Employers should encourage employees to speak with their doctors and pharmacists about generics and should demonstrate the savings they can achieve by switching. For example, a $20 difference in a brand versus generic co-pay can save an employee $240 annually in drug costs. Employees who take multiple drugs save even more with generics. Most physicians will appreciate the cost advantages of generics and improved compliance and health outcomes that can result when affordability of medications is no longer a barrier for patients.

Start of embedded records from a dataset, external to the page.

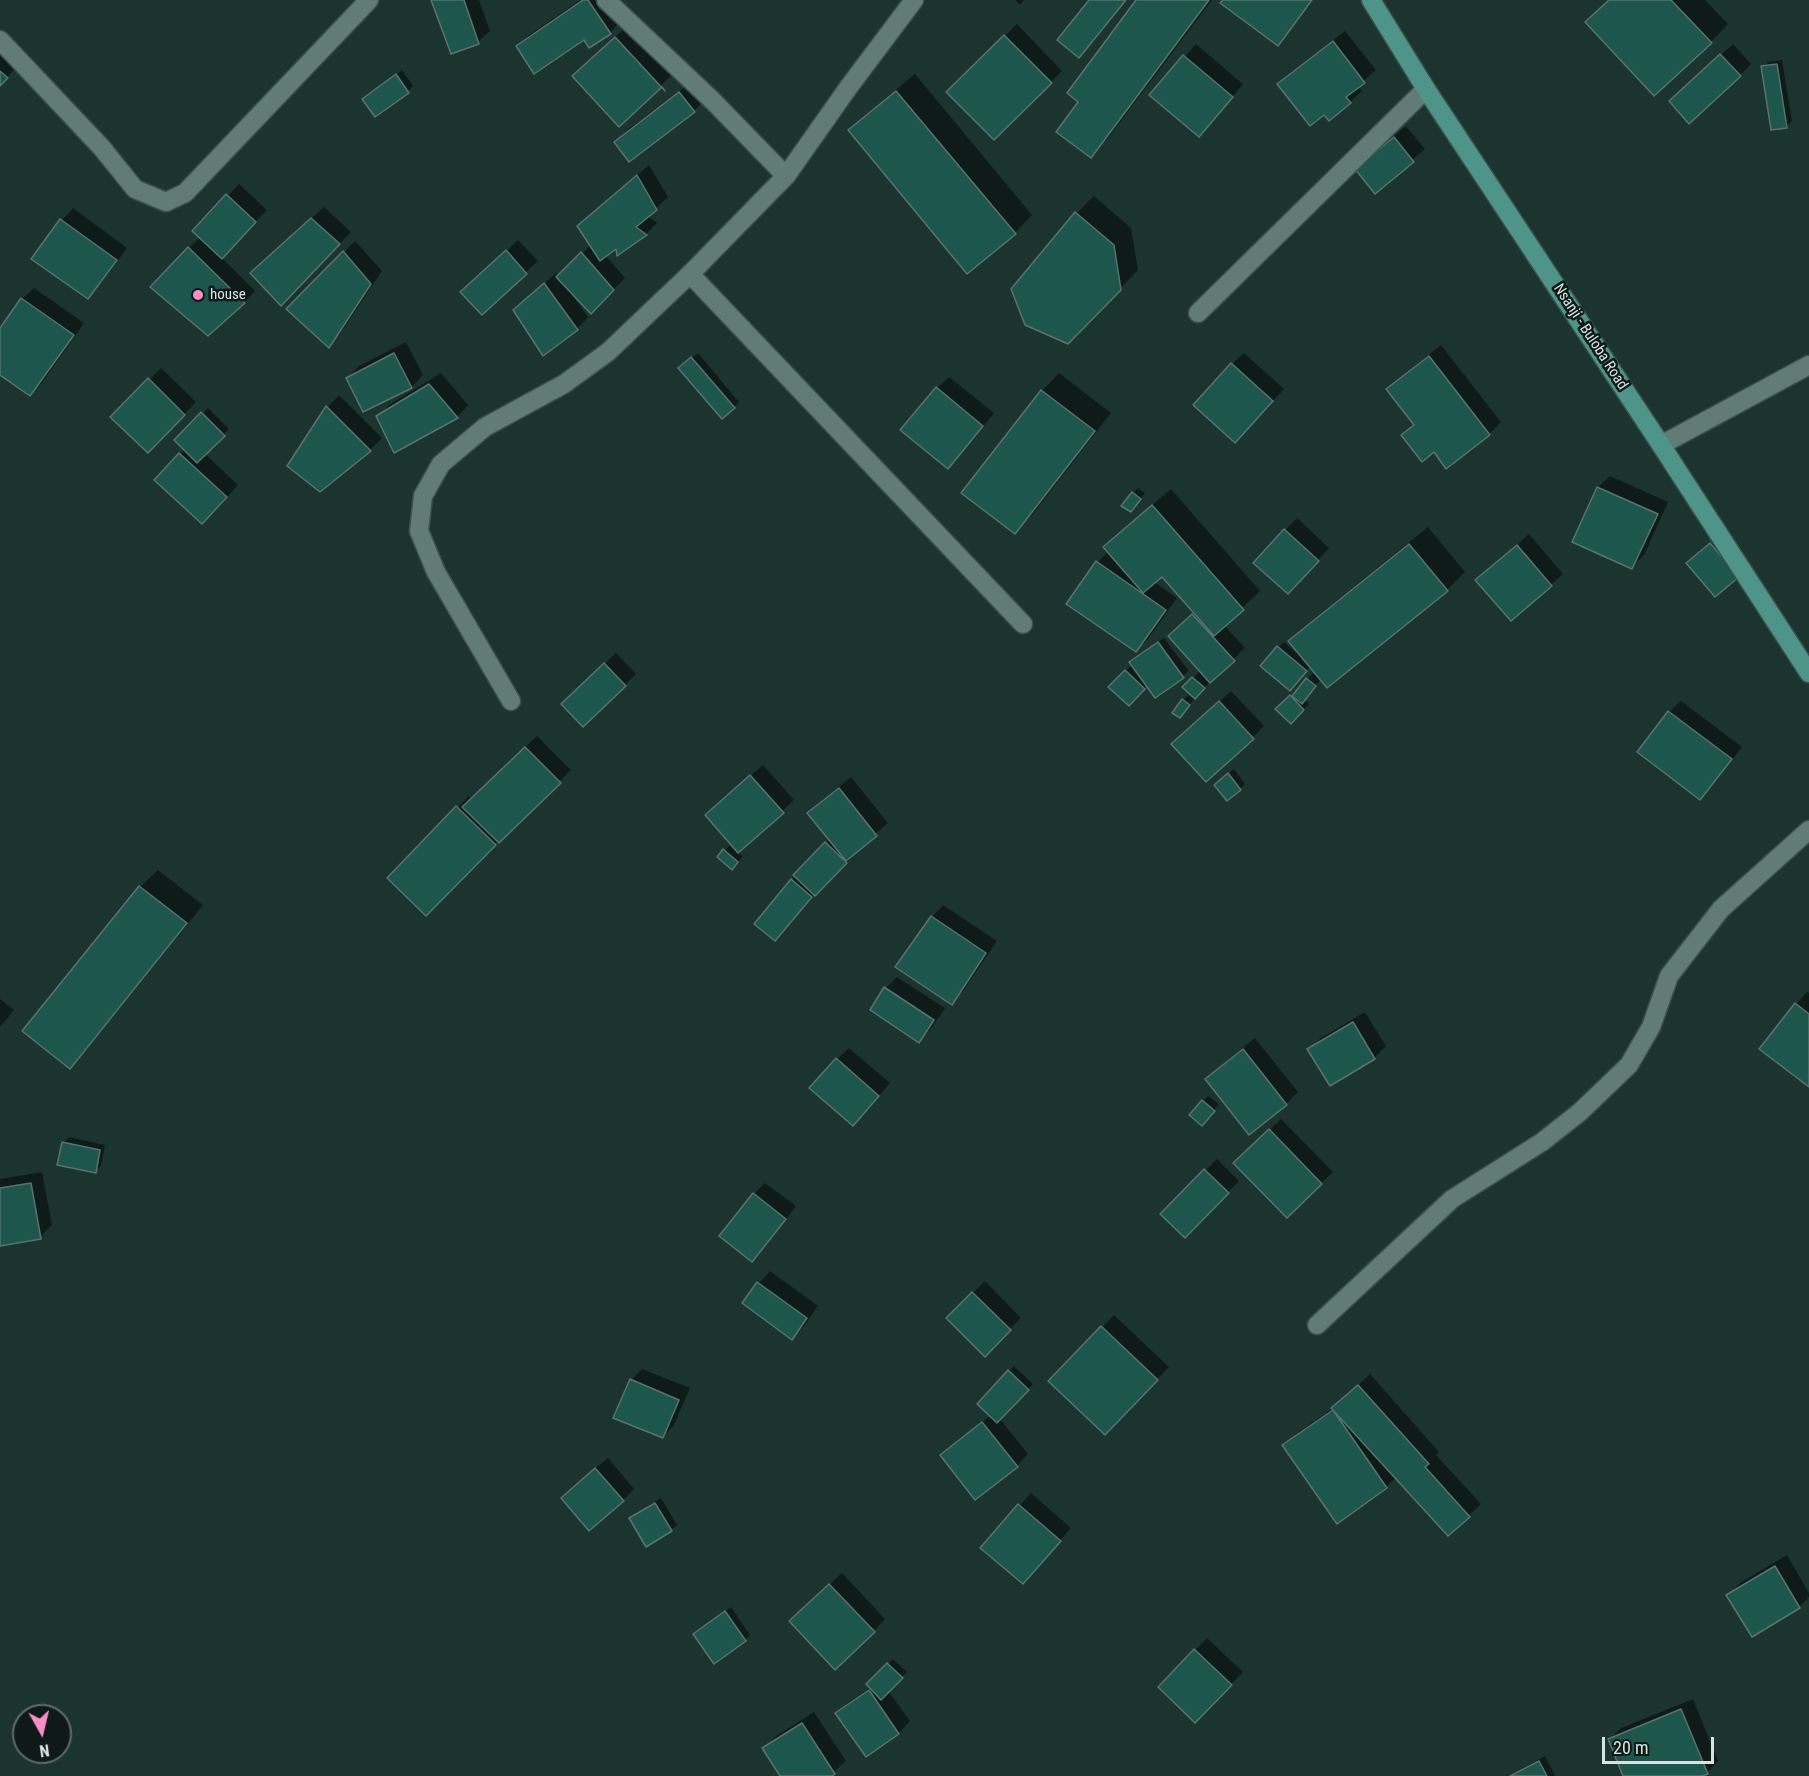 <!DOCTYPE html>
<html>
<head>
<meta charset="utf-8">
<style>
  body { margin:0 }
  #map { position:relative; width:1809px; height:1776px; overflow:hidden; background:#1c3430; font-family:"Roboto Condensed",sans-serif }
  canvas { display:block }
  .north { position:absolute; left:12px; top:1704px; width:60px; height:60px; box-sizing:border-box; background:#0f1a18; border:2px solid #5f6b68; border-radius:50%; rotate:172deg; font-size:16px; font-weight:700; line-height:24px; text-align:center; color:#d6e4e1 }
  .north::after { content:''; display:block; margin:auto; width:21px; height:27px; background:#f98fc9; clip-path:polygon(50% 0,100% 100%,50% 72%,0 100%) }
  .scale { position:absolute; left:1602px; top:1737px; width:112px; height:27px; box-sizing:border-box; border:3px solid #d6e4e1; border-top:0; padding-left:8px; font-size:18px; line-height:21px; white-space:nowrap; color:#d6e4e1; -webkit-text-stroke:4px #0f1a18; paint-order:stroke }
</style>
</head>
<body>
<div id="map">
<canvas width="1809" height="1776"></canvas>
<div class="north">N</div>
<div class="scale">20 m</div>
</div>
<script>
const context = document.querySelector('canvas').getContext('2d');
context.lineJoin = 'round';
function paint(path, color) {
  context.fillStyle = color;
  context.fill(path, 'evenodd');
}
function shape(rows) {
  const path = new Path2D();
  for (const r of rows) {
    path.moveTo(r[0], r[1]);
    for (let i = 2; i < r.length; i += 2) path.lineTo(r[i], r[i + 1]);
  }
  return path;
}
function stroke(path, color, width, dash) {
  context.strokeStyle = color;
  context.lineWidth = width;
  context.lineCap = dash ? 'butt' : 'round';
  context.setLineDash(dash || []);
  context.stroke(path);
}
function label(font, color, halo, rows, align = 'center') {
  context.font = font + ' "Roboto Condensed",sans-serif';
  context.lineWidth = 5;
  context.setLineDash([]);
  context.textBaseline = 'middle';
  context.strokeStyle = halo;
  context.fillStyle = color;
  for (const [text, x, y, turn = 0] of rows) {
    context.save();
    context.translate(x, y);
    context.rotate((+turn || 0) * Math.PI / 180);
    context.textAlign = isNaN(turn) ? turn : align;
    if (halo) context.strokeText(text, 0, 0);
    context.fillText(text, 0, 0);
    context.restore();
  }
}
const shadow = shape([
  [433,0,479,0,490,31,478,42],
  [580,0,607,0,621,21,610,33,584,38,517,46,529,35],
  [1015,0,1024,0,1020,5],
  [1091,0,1127,0,1091,44,1079,56],
  [1138,0,1212,0,1108,138,1091,156,1080,101],
  [1224,0,1313,0,1289,32,1277,44],
  [1610,0,1705,0,1728,24,1711,42],
  [1017,24,1062,71,994,138,948,92],
  [627,26,672,75,619,125,586,65],
  [1345,31,1376,70,1358,86,1362,91,1350,102,1329,119,1324,113,1279,84,1291,72],
  [0,37,24,59,0,85],
  [1196,44,1243,84,1210,124,1151,95],
  [1733,44,1751,64,1740,75,1682,90],
  [1782,60,1792,121,1786,126,1763,67,1768,62],
  [402,70,413,86,408,91,364,99],
  [915,74,1032,215,1015,233,850,130,868,113],
  [692,82,705,99,694,111,616,142,627,130],
  [1406,126,1425,149,1375,192,1368,157],
  [649,165,668,197,648,216,657,223,646,234,618,254,617,247,605,255,625,278,591,312,574,294,572,295,588,317,577,329,515,310,556,273,559,276,591,245,579,226],
  [239,184,267,210,221,257,255,291,244,302,152,287,200,237,194,231],
  [1094,196,1131,228,1138,270,1068,342,1076,214],
  [324,207,351,232,293,293,263,262],
  [73,208,127,248,99,286,87,297,33,258,62,220],
  [518,240,538,261,482,313,474,280],
  [355,241,382,271,340,334,329,345,288,309],
  [34,288,84,323,42,383,30,394,0,373,0,331,22,299],
  [406,342,423,375,412,387,364,410,348,378,359,366],
  [1441,345,1501,422,1489,434,1447,467,1434,450,1403,435,1415,424,1388,389,1400,378],
  [698,353,739,402,734,407,686,363],
  [1244,353,1284,389,1246,430,1232,364],
  [161,368,196,402,148,451,112,417],
  [441,373,468,405,457,417,378,417,389,405],
  [1059,373,1111,413,1032,515,1015,532,1042,391],
  [949,377,994,413,960,455,948,467,937,388],
  [339,395,382,438,370,450,320,490,289,465,328,407],
  [208,408,229,429,205,454,238,485,214,511,156,479,185,449,176,440],
  [1610,476,1668,502,1644,555,1632,567,1574,541,1598,487],
  [1138,488,1145,493,1131,510,1133,493],
  [1171,489,1260,591,1224,625,1245,648,1195,697,1185,687,1199,672,1204,677,1205,675,1181,625,1195,612,1163,574,1154,582,1177,598,1148,639,1136,650,1098,562,1109,551,1105,547,1123,530],
  [1297,518,1329,548,1300,580,1255,562],
  [1428,527,1465,572,1447,590,1327,686,1321,679,1305,699,1309,704,1291,722,1277,709,1296,691,1297,692,1313,673,1318,677,1319,676,1310,666,1295,684,1278,647,1284,642,1301,657,1302,656,1290,641,1308,624],
  [1529,534,1563,574,1551,585,1477,580],
  [1717,539,1744,571,1693,558],
  [1164,638,1189,671,1156,696,1148,685,1129,704,1110,686,1133,664,1131,662,1137,656],
  [616,653,636,674,583,725,563,704],
  [1231,691,1264,726,1252,738,1185,733],
  [1188,695,1194,699,1180,717,1183,700],
  [1681,701,1742,747,1712,786,1700,798,1669,712],
  [537,736,571,770,498,841,426,913,389,878,469,796,472,799],
  [763,765,794,800,737,852,743,856,737,863,719,856,732,843,718,804],
  [1234,769,1245,784,1240,789,1221,780],
  [851,777,888,823,850,856,852,857,814,893,780,934,792,880,796,876,795,875,830,839,809,813,820,802],
  [158,870,203,905,87,1049,70,1067,140,887],
  [943,905,997,941,963,991,952,1003,932,917],
  [897,977,945,1008,931,1029,919,1041,886,988],
  [1807,992,1809,993,1809,1085,1796,1004],
  [0,999,14,1010,0,1027],
  [1365,1012,1386,1046,1374,1058,1309,1049,1321,1038],
  [1255,1038,1298,1092,1286,1104,1249,1133,1207,1080,1218,1068],
  [849,1048,890,1083,864,1113,837,1059],
  [1208,1096,1219,1104,1208,1118,1203,1101],
  [1281,1119,1333,1172,1287,1216,1236,1163],
  [69,1137,105,1145,101,1166,95,1171,63,1143],
  [1217,1159,1239,1181,1185,1236,1162,1214],
  [42,1172,52,1225,40,1237,0,1245,0,1179],
  [765,1183,796,1206,764,1248,752,1260,754,1194],
  [770,1271,818,1306,804,1326,792,1338,744,1303,759,1283],
  [985,1281,1021,1318,985,1354,948,1318],
  [1114,1315,1169,1367,1105,1433,1051,1381],
  [1014,1366,1033,1384,1000,1419,1028,1454,1017,1466,942,1455,954,1444,991,1415,979,1403],
  [642,1369,690,1388,674,1425,663,1436,631,1380],
  [1370,1374,1439,1452,1436,1455,1481,1504,1449,1534,1397,1477,1386,1487,1284,1446,1296,1434,1333,1408],
  [608,1458,634,1489,623,1500,574,1486],
  [1031,1493,1071,1528,1034,1571,982,1547],
  [661,1498,677,1525,671,1530,647,1545,631,1519,636,1513],
  [1787,1555,1809,1593,1809,1597,1799,1607,1728,1595,1740,1583],
  [842,1573,885,1619,874,1631,803,1609],
  [731,1607,750,1635,745,1640,694,1634],
  [1207,1638,1243,1672,1195,1721,1160,1687],
  [893,1659,907,1672,888,1691,910,1721,899,1733,866,1755,837,1713,849,1702,871,1687,868,1684],
  [1693,1699,1718,1761,1707,1773,1698,1776,1625,1776,1610,1739,1621,1728],
  [814,1712,846,1761,829,1776,782,1776,764,1748,776,1736],
  [1545,1756,1555,1776,1508,1776]
]);
const building = shape([
  [431,0,464,0,479,44,451,54,431,0],
  [583,0,588,0,611,34,589,48,584,40,534,74,516,46,583,0],
  [1089,0,1126,0,1079,58,1057,40,1089,0],
  [1136,0,1209,0,1091,158,1056,132,1078,102,1067,93,1136,0],
  [1223,0,1312,0,1278,46,1220,3,1223,0],
  [1609,0,1671,0,1712,43,1654,96,1585,22,1609,0],
  [1004,35,1052,83,994,140,946,92,1004,35],
  [615,37,665,91,662,87,619,127,572,76,615,37],
  [1333,41,1365,83,1346,97,1351,103,1329,121,1324,115,1310,126,1277,84,1333,41],
  [1720,54,1741,76,1689,124,1669,101,1720,54],
  [1183,55,1233,97,1199,137,1149,95,1183,55],
  [1777,64,1787,128,1771,130,1761,66,1777,64],
  [0,71,8,78,0,86,0,71],
  [396,74,409,93,375,117,362,99,396,74],
  [896,91,1016,234,967,274,848,130,896,91],
  [679,92,695,112,629,162,614,142,679,92],
  [1394,137,1414,162,1375,194,1355,169,1394,137],
  [637,175,657,210,636,227,647,235,617,256,616,249,600,261,577,226,637,175],
  [226,194,256,222,222,259,192,231,226,194],
  [1075,212,1114,245,1121,290,1068,344,1025,325,1011,289,1075,212],
  [311,218,340,244,281,306,250,273,311,218],
  [60,219,117,260,88,299,31,259,60,219],
  [188,247,245,303,208,336,150,287,188,247],
  [506,250,527,274,482,315,460,292,506,250],
  [343,251,371,284,329,348,286,309,343,251],
  [581,252,614,290,591,314,556,277,581,252],
  [544,283,578,330,543,356,513,310,544,283],
  [21,298,74,335,30,396,0,375,0,328,21,298],
  [394,353,412,388,363,412,346,378,394,353],
  [1429,356,1490,435,1446,469,1434,452,1422,462,1401,435,1414,425,1386,389,1429,356],
  [691,357,735,408,722,419,678,368,691,357],
  [1231,363,1273,401,1235,443,1193,405,1231,363],
  [148,378,185,415,148,453,110,417,148,378],
  [429,384,458,418,394,453,376,416,429,384],
  [936,387,983,426,948,469,900,430,936,387],
  [1041,390,1095,431,1015,534,961,493,1041,390],
  [326,406,371,451,320,492,287,466,326,406],
  [201,412,225,436,197,463,174,440,201,412],
  [179,453,227,497,202,524,154,480,179,453],
  [1597,487,1658,514,1632,569,1572,542,1597,487],
  [1132,492,1141,499,1131,512,1121,506,1132,492],
  [1152,505,1244,610,1214,636,1162,577,1143,593,1103,547,1152,505],
  [1284,529,1319,561,1288,594,1253,563,1284,529],
  [1710,543,1739,577,1715,597,1686,563,1710,543],
  [1409,544,1448,591,1327,688,1288,641,1409,544],
  [1517,545,1552,586,1511,621,1475,580,1517,545],
  [1096,561,1166,610,1136,652,1066,604,1096,561],
  [1192,614,1235,661,1210,683,1168,636,1192,614],
  [1158,642,1184,678,1155,698,1129,662,1158,642],
  [1277,646,1307,671,1290,691,1260,666,1277,646],
  [604,663,626,686,583,727,561,704,604,663],
  [1125,670,1145,689,1129,706,1108,687,1125,670],
  [1192,677,1205,688,1195,699,1182,687,1192,677],
  [1306,678,1316,686,1302,704,1292,696,1306,678],
  [1290,695,1304,710,1291,724,1275,709,1290,695],
  [1182,699,1190,705,1180,718,1172,713,1182,699],
  [1219,701,1254,739,1206,782,1171,744,1219,701],
  [1668,711,1732,759,1700,800,1637,752,1668,711],
  [525,747,561,783,499,843,462,807,525,747],
  [1228,773,1241,790,1227,801,1214,785,1228,773],
  [750,775,784,813,738,853,705,815,750,775],
  [839,788,877,836,846,861,807,813,839,788],
  [456,806,496,845,426,916,387,878,456,806],
  [825,842,847,863,815,896,793,875,825,842],
  [723,849,738,862,732,870,717,857,723,849],
  [791,879,812,897,775,941,754,924,791,879],
  [139,886,187,923,70,1069,22,1031,139,886],
  [931,916,986,953,952,1005,895,967,931,916],
  [884,987,934,1020,919,1043,870,1010,884,987],
  [1795,1003,1809,1014,1809,1087,1759,1049,1795,1003],
  [1353,1022,1375,1059,1330,1086,1307,1049,1353,1022],
  [1243,1049,1287,1105,1249,1135,1205,1079,1243,1049],
  [836,1058,879,1096,853,1126,809,1088,836,1058],
  [1202,1100,1215,1111,1202,1126,1189,1115,1202,1100],
  [1269,1129,1322,1184,1287,1218,1233,1163,1269,1129],
  [62,1142,100,1150,96,1173,57,1165,62,1142],
  [1204,1169,1229,1193,1185,1238,1160,1214,1204,1169],
  [31,1183,41,1239,0,1246,0,1188,31,1183],
  [753,1193,786,1219,752,1262,719,1236,753,1193],
  [757,1282,807,1318,792,1340,742,1303,757,1282],
  [972,1292,1011,1330,985,1357,946,1318,972,1292],
  [1101,1326,1158,1380,1105,1435,1048,1381,1101,1326],
  [1008,1370,1029,1390,997,1423,977,1404,1008,1370],
  [630,1379,679,1400,663,1438,613,1418,630,1379],
  [1358,1385,1429,1464,1425,1467,1470,1517,1448,1536,1331,1408,1358,1385],
  [1333,1410,1387,1488,1337,1524,1282,1445,1333,1410],
  [982,1422,1018,1467,975,1500,940,1455,982,1422],
  [595,1468,624,1501,589,1531,561,1498,595,1468],
  [655,1503,672,1531,646,1547,629,1518,655,1503],
  [1018,1504,1061,1541,1023,1584,980,1548,1018,1504],
  [1775,1566,1800,1608,1752,1637,1726,1595,1775,1566],
  [829,1584,875,1632,835,1670,789,1621,829,1584],
  [725,1611,746,1641,714,1664,693,1634,725,1611],
  [1194,1649,1232,1685,1195,1723,1158,1687,1194,1649],
  [887,1663,903,1678,881,1700,866,1684,887,1663],
  [869,1690,899,1734,866,1757,835,1713,869,1690],
  [1681,1709,1708,1774,1702,1776,1623,1776,1608,1739,1681,1709],
  [802,1723,835,1774,832,1776,780,1776,762,1748,802,1723],
  [1539,1761,1547,1776,1510,1776,1539,1761]
]);
const minor = shape([
  [606,0,712,100,786,176],
  [0,40,102,148,135,189,166,202,185,193,369,0],
  [690,274,1023,624],
  [1198,313,1426,89],
  [1661,445,1809,365],
  [511,701,436,572,419,531,423,496,441,464,485,427,564,384,608,352,690,274,786,176,848,88,914,0],
  [1317,1325,1452,1199,1542,1142,1580,1112,1629,1065,1651,1027,1669,976,1721,909,1809,830]
]);
const major = shape([
  [1371,0,1426,89,1661,445,1809,673]
]);
const markers = [
  [198,295,6,"#f98fc9"]
];
const poiNames = [
  ["house",210,295]
];
const streetNames = [
  ["Nsanji - Buloba Road",1590,337,57]
];
paint(shadow, '#0007');
paint(building, '#1d564d');
stroke(building, '#5a736e', 1.5);
stroke(minor, '#3b504c', 21);
stroke(major, '#3b504c', 21);
stroke(minor, '#617b76', 18);
stroke(major, '#4f9489', 18);
for (const [x, y, r, color] of markers) {
  const dot = new Path2D();
  dot.arc(x, y, r, 0, 2 * Math.PI);
  context.fillStyle = color;
  context.fill(dot);
  stroke(dot, '#0f1a18', 2);
}
label('15px', '#d6e4e1', '#0f1a18', poiNames, 'left');
label('15px', '#d6e4e1', '#0f1a18', streetNames);
</script>
</body>
</html>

When there is no generic available for a brand, a physician may prescribe a generic therapeutic alternative, which is not the exact chemical equivalent of the brand name drug it may replace, but it treats the medical condition in the same way. An example of this is Lipitor, which is used to lower cholesterol and does not have a generic equivalent. Many doctors feel that the generic form of Zocor, simvastatin, can successfully treat this same condition. Because a pharmacist cannot automatically substitute simvastatin for Lipitor, as they can when Zocor is prescribed, it is especially important that employees speak with their doctors about what might work for them.

Health insurer or PBM websites can help keep employees informed about generics, including recent approvals, pricing tools and questions for doctors and pharmacists.

3. Analyze current drug usage and isolate opportunities for improvement.

To increase the use of generics, it is important for client employers to know which drugs are most prescribed for their employees and which cost the most.

While it’s likely that brand drugs prescribed for heart disease, high cholesterol and diabetes will top the list, there may be other less apparent contributors, such as drugs that treat depression or allergies. Once these health issues are identified in aggregate, you can work with clients’ health insurers or PBMs to address these areas. For example, if seasonal allergies are more widespread in certain office locations, you may consider a targeted program to educate employees about generics that treat them.